Occupy Albany protesters rally for a raise in the state's...

Occupy Albany protesters rally for a raise in the state's minimum wage on the Great Western Staricase at the Capitol in Albany N.Y. (May 29, 2012) Credit: AP

Despite a big push from Assembly Speaker Sheldon Silver (D-Manhattan) and at least tacit support from Gov. Andrew M. Cuomo, the conventional wisdom in Albany is that a proposed increase in New York's minimum wage won't go anywhere before the legislature adjourns next week.

Here's hoping the conventional wisdom is right, for once. A minimum wage hike continues to be a bad idea, and Senate Majority Leader Dean Skelos (R-Rockville Centre) and his Republican caucus have had good reasons for opposing it.

The Democrat-dominated Assembly last month passed Silver's bill raising the state's hourly minimum by 17 percent, from the $7.25 federal level to $8.50 an hour, and allowing it to rise with inflation in the future. But the case for a higher wage floor hasn't gotten any stronger since the speaker first put it on the table back in January.

To begin with, the main selling point is a false pretense: the notion that large numbers of New Yorkers are struggling to get by solely on the measly $15,000 a year generated by a full-time minimum-wage job. In fact, according to the state Office of Temporary Disability Assistance, the average placement wage for welfare recipients transitioning to work is already $8.50 an hour.

New York's working poor also qualify for big cash transfers from the state and federal governments, including Food Stamps, the Earned Income Tax Credit and other refundable tax credits. These programs can almost double the annual income of a single parent working full-time in a low-wage job.

Most research continues to suggest that minimum wages reduce employment opportunities, especially for the young and unskilled. Further evidence of this comes from a new study by economists Richard Burkhauser of Cornell University, Joseph Sabia of San Diego State University and Benjamin Hansen of the University of Oregon.

The trio looked closely at what happened in New York between 2004 and 2006, when the state raised its minimum wage by $1.60 to $6.75 per hour. Their main finding: Employment dropped by more than 20 percent for individuals aged 16 to 29 who lacked a high school diploma.

If proponents are correct in estimating that Silver's bill would raise wages by nearly $1 billion, that means it would also be equivalent to a $1-billion tax hike for affected employers. Supporters have tried to turn even this negative into an economic positive, claiming the increased purchasing power of low-wage workers would stimulate a net job gain in New York.

But by that logic, why stop at $8.50? Why not $10, or $20?

The problem is that the money wouldn't drop out of thin air. Employers forced to pay more will reduce their own consumption, hire fewer workers, invest less in their businesses, or raise prices for consumers.
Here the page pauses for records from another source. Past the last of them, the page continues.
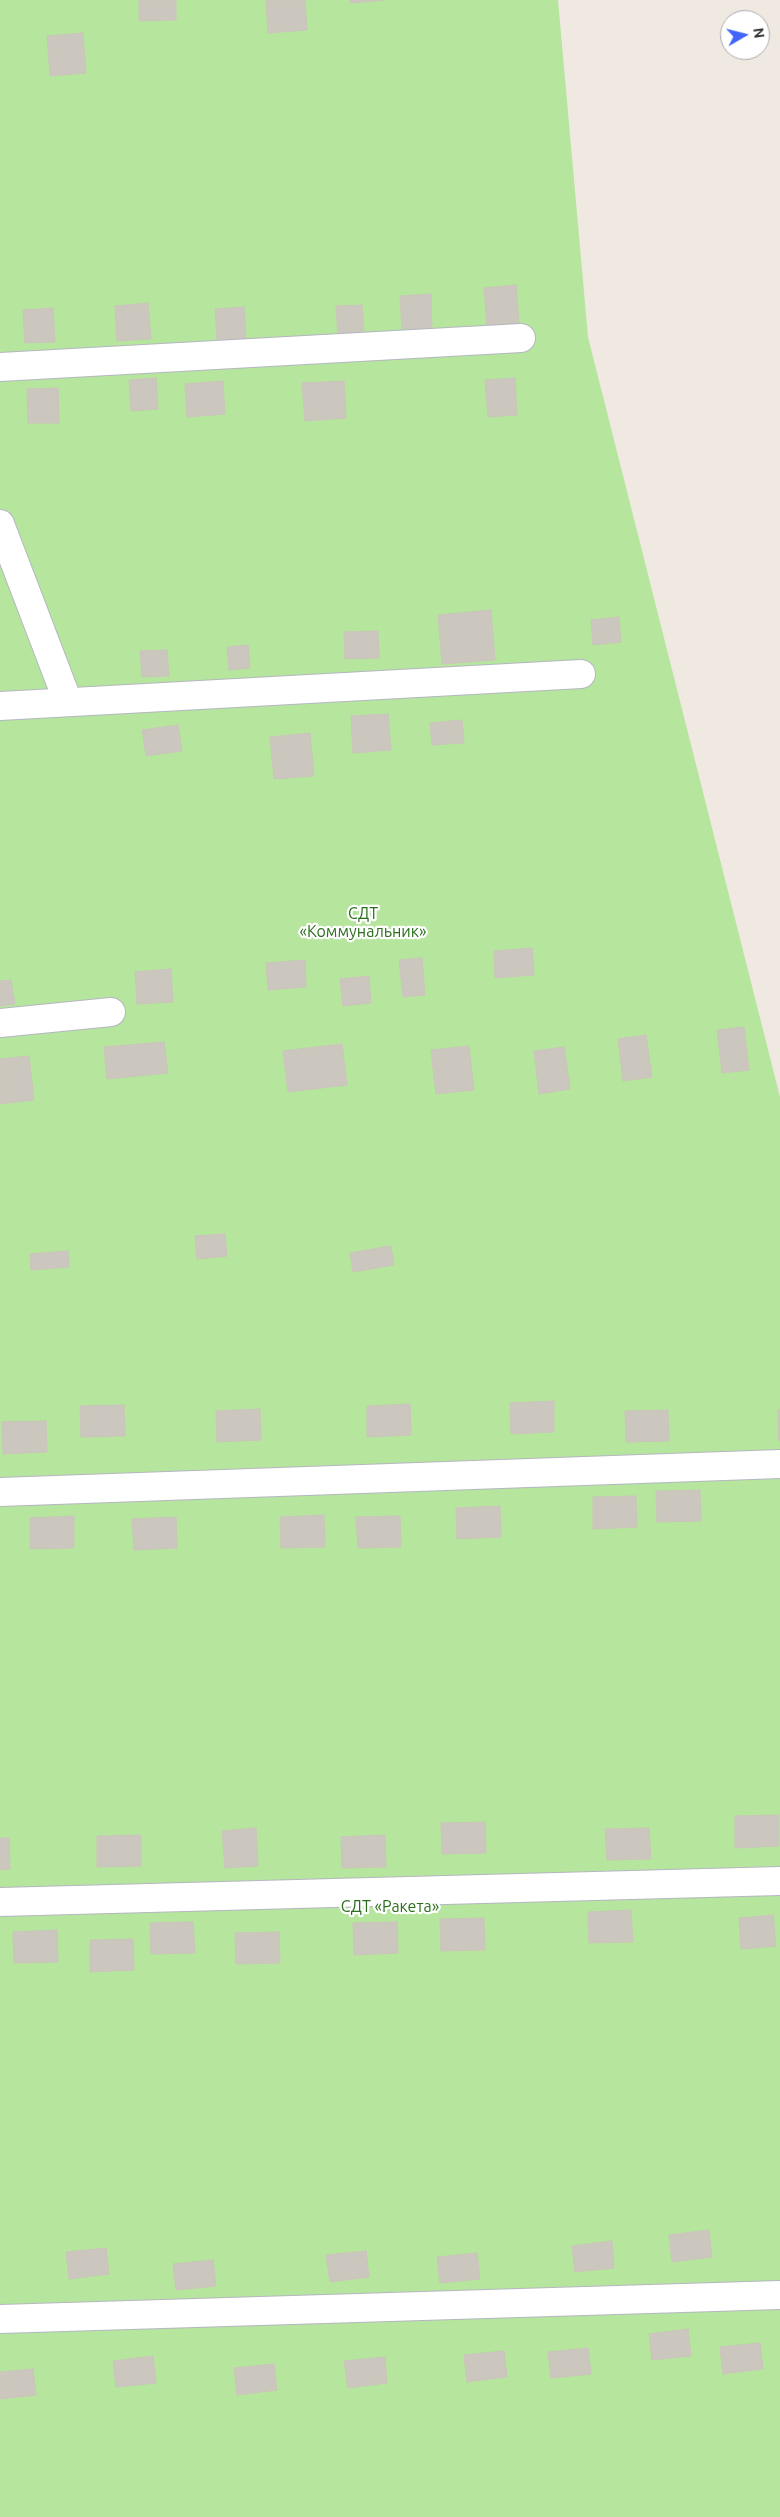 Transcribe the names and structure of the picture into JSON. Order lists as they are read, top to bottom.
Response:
{
  "parks": ["СДТ «Коммунальник»", "СДТ «Ракета»"],
  "north": "right"
}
None of those things will help the economy grow.

Questionable reasoning aside, the state Capitol has seen no lack of moral posturing around this issue. Some advocates for the poor have embraced a wage hike out of altruistic motives, but the real impetus for this election-year proposal is political. Raising the minimum wage is a perennial lobbying priority of organized labor. That's because it would reduce competition for the dwindling number of unionized private-sector workers, who generally are paid more. It also would add to the competitive edge for large, partially unionized companies like Costco, the big-box wholesaler, which broke with most of the business community in endorsing Silver's bill.
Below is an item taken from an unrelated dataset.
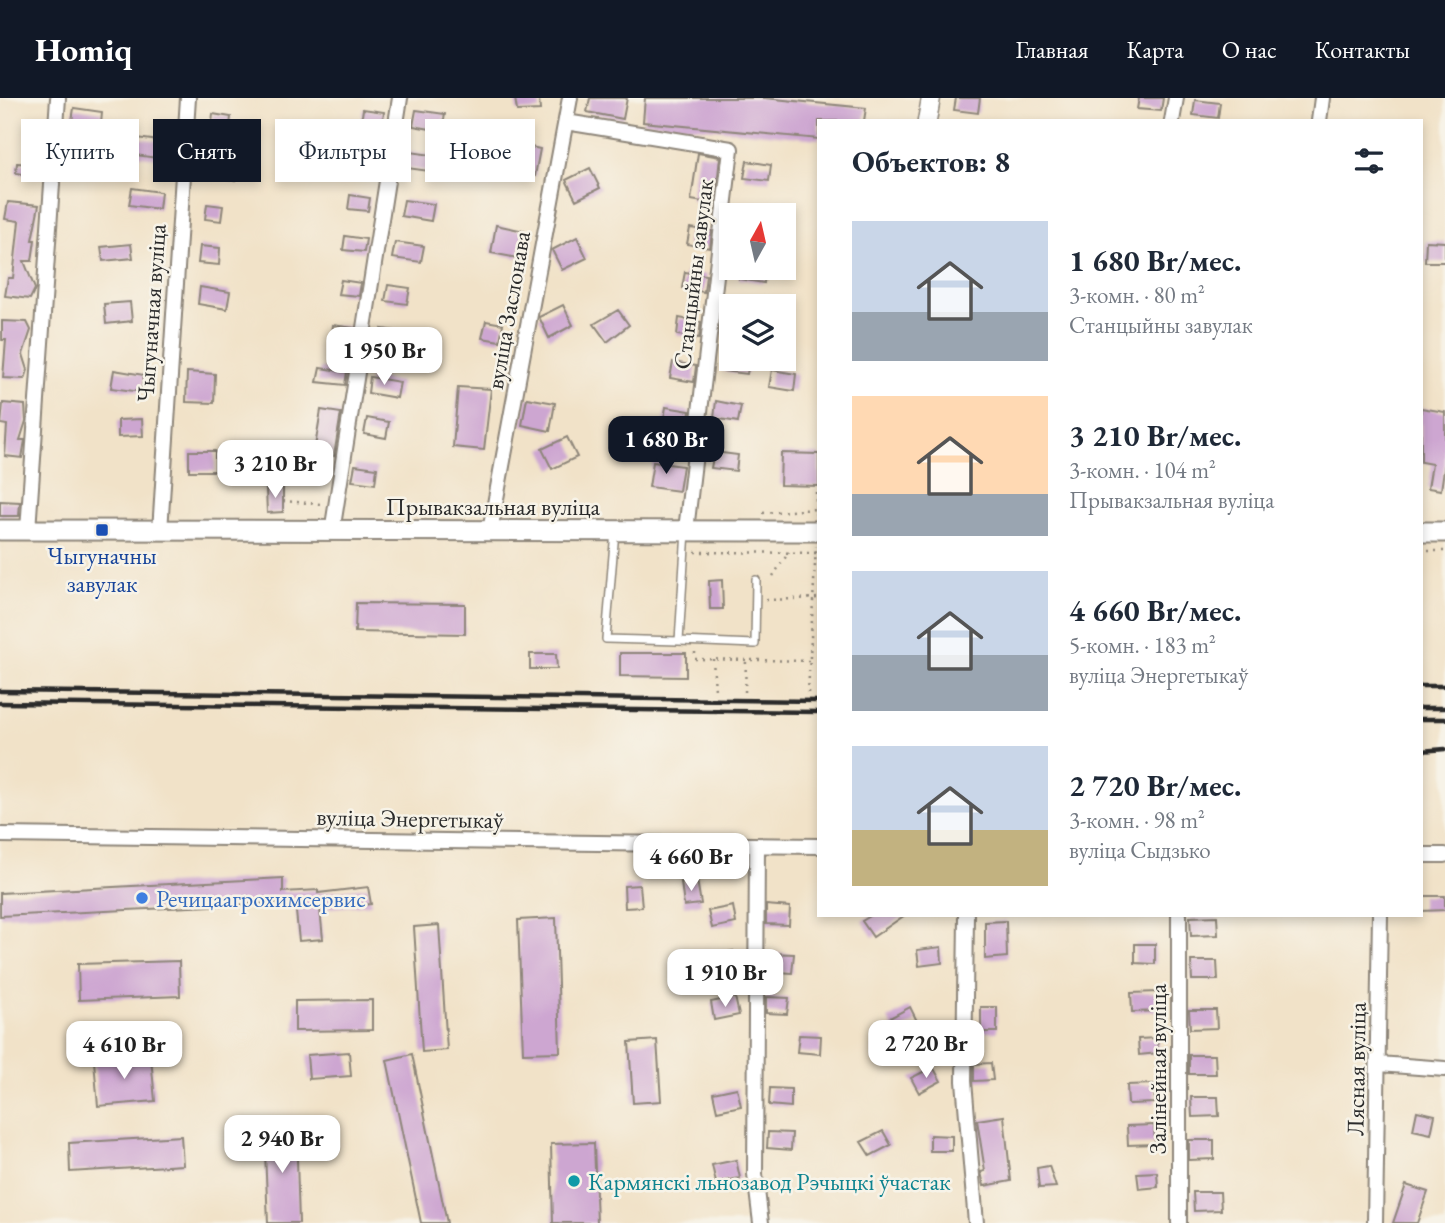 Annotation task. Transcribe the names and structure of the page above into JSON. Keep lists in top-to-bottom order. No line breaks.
{"streets":{"main road":["Прывакзальная вуліца"],"street":["Станцыйны завулак","вуліца Заслонава","Чыгуначная вуліца","вуліца Энергетыкаў","Залінейная вуліца","Лясная вуліца"]},"crossings":[["Станцыйны завулак","вуліца Заслонава"],["Станцыйны завулак","Прывакзальная вуліца"],["вуліца Заслонава","Прывакзальная вуліца"],["Чыгуначная вуліца","Прывакзальная вуліца"]],"places":{"transit":["Чыгуначны завулак"],"other":["Речицаагрохимсервис","Кармянскі льнозавод Рэчыцкі ўчастак"]},"north":"top","page":{"header":"Homiq","nav":["Главная","Карта","О нас","Контакты"],"chip":["Купить","Снять","Фильтры","Новое"],"heading":"Объектов: 8","list":[{"name":"1 680 Br/мес.","note":"3-комн. · 80 m² · Станцыйны завулак"},{"name":"3 210 Br/мес.","note":"3-комн. · 104 m² · Прывакзальная вуліца"},{"name":"4 660 Br/мес.","note":"5-комн. · 183 m² · вуліца Энергетыкаў"},{"name":"2 720 Br/мес.","note":"3-комн. · 98 m² · вуліца Сыдзько"}],"price":["1 950 Br","1 680 Br","3 210 Br","4 660 Br","1 910 Br","2 720 Br","4 610 Br","2 940 Br"]}}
If New York's minimum wage is forced up, the main losers are likely to be young, unskilled workers and the businesses that employ them, especially small firms already operating close to the margin.

Three years into an unusually weak economic recovery, with unemployment rising again, why promote a policy that puts anyone's job at risk?

E.J. McMahon is senior fellow at the Manhattan Institute's Empire Center for New York State Policy.